TASK INSTRUCTIONS. Give all of the records again. Match them exactly.

INPUT.
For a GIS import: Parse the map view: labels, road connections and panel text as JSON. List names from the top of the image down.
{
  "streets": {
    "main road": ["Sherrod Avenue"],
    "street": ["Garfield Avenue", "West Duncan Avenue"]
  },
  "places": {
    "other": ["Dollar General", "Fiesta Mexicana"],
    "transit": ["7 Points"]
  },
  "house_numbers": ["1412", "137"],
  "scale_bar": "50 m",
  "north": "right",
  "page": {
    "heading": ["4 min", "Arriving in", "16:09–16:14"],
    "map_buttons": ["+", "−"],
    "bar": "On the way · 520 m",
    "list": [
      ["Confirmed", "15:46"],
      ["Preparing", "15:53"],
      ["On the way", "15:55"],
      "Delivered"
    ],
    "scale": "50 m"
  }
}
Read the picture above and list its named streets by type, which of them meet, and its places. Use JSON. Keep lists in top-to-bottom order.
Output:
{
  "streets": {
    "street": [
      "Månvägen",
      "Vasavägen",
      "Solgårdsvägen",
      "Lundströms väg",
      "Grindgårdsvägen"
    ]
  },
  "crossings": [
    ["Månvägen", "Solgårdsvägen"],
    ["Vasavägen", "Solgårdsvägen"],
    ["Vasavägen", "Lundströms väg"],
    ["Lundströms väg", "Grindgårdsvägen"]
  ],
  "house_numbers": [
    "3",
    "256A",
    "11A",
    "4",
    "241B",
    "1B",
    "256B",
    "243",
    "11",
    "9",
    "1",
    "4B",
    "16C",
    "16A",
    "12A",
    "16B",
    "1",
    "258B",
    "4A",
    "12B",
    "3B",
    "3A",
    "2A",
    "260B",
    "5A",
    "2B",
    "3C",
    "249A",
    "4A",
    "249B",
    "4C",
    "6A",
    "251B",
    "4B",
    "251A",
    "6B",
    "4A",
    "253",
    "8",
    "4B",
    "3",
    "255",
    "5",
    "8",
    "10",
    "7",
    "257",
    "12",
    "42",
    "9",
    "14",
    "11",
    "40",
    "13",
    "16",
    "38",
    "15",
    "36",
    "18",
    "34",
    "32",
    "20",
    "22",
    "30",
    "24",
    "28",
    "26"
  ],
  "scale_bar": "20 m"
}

REPLY.
For a GIS import: Parse the map view: labels, road connections and panel text as JSON. List names from the top of the image down.
{
  "streets": {
    "main road": ["Sherrod Avenue"],
    "street": ["Garfield Avenue", "West Duncan Avenue"]
  },
  "places": {
    "other": ["Dollar General", "Fiesta Mexicana"],
    "transit": ["7 Points"]
  },
  "house_numbers": ["1412", "137"],
  "scale_bar": "50 m",
  "north": "right",
  "page": {
    "heading": ["4 min", "Arriving in", "16:09–16:14"],
    "map_buttons": ["+", "−"],
    "bar": "On the way · 520 m",
    "list": [
      ["Confirmed", "15:46"],
      ["Preparing", "15:53"],
      ["On the way", "15:55"],
      "Delivered"
    ],
    "scale": "50 m"
  }
}
Read the picture above and list its named streets by type, which of them meet, and its places. Use JSON. Keep lists in top-to-bottom order.
Output:
{
  "streets": {
    "street": [
      "Månvägen",
      "Vasavägen",
      "Solgårdsvägen",
      "Lundströms väg",
      "Grindgårdsvägen"
    ]
  },
  "crossings": [
    ["Månvägen", "Solgårdsvägen"],
    ["Vasavägen", "Solgårdsvägen"],
    ["Vasavägen", "Lundströms väg"],
    ["Lundströms väg", "Grindgårdsvägen"]
  ],
  "house_numbers": [
    "3",
    "256A",
    "11A",
    "4",
    "241B",
    "1B",
    "256B",
    "243",
    "11",
    "9",
    "1",
    "4B",
    "16C",
    "16A",
    "12A",
    "16B",
    "1",
    "258B",
    "4A",
    "12B",
    "3B",
    "3A",
    "2A",
    "260B",
    "5A",
    "2B",
    "3C",
    "249A",
    "4A",
    "249B",
    "4C",
    "6A",
    "251B",
    "4B",
    "251A",
    "6B",
    "4A",
    "253",
    "8",
    "4B",
    "3",
    "255",
    "5",
    "8",
    "10",
    "7",
    "257",
    "12",
    "42",
    "9",
    "14",
    "11",
    "40",
    "13",
    "16",
    "38",
    "15",
    "36",
    "18",
    "34",
    "32",
    "20",
    "22",
    "30",
    "24",
    "28",
    "26"
  ],
  "scale_bar": "20 m"
}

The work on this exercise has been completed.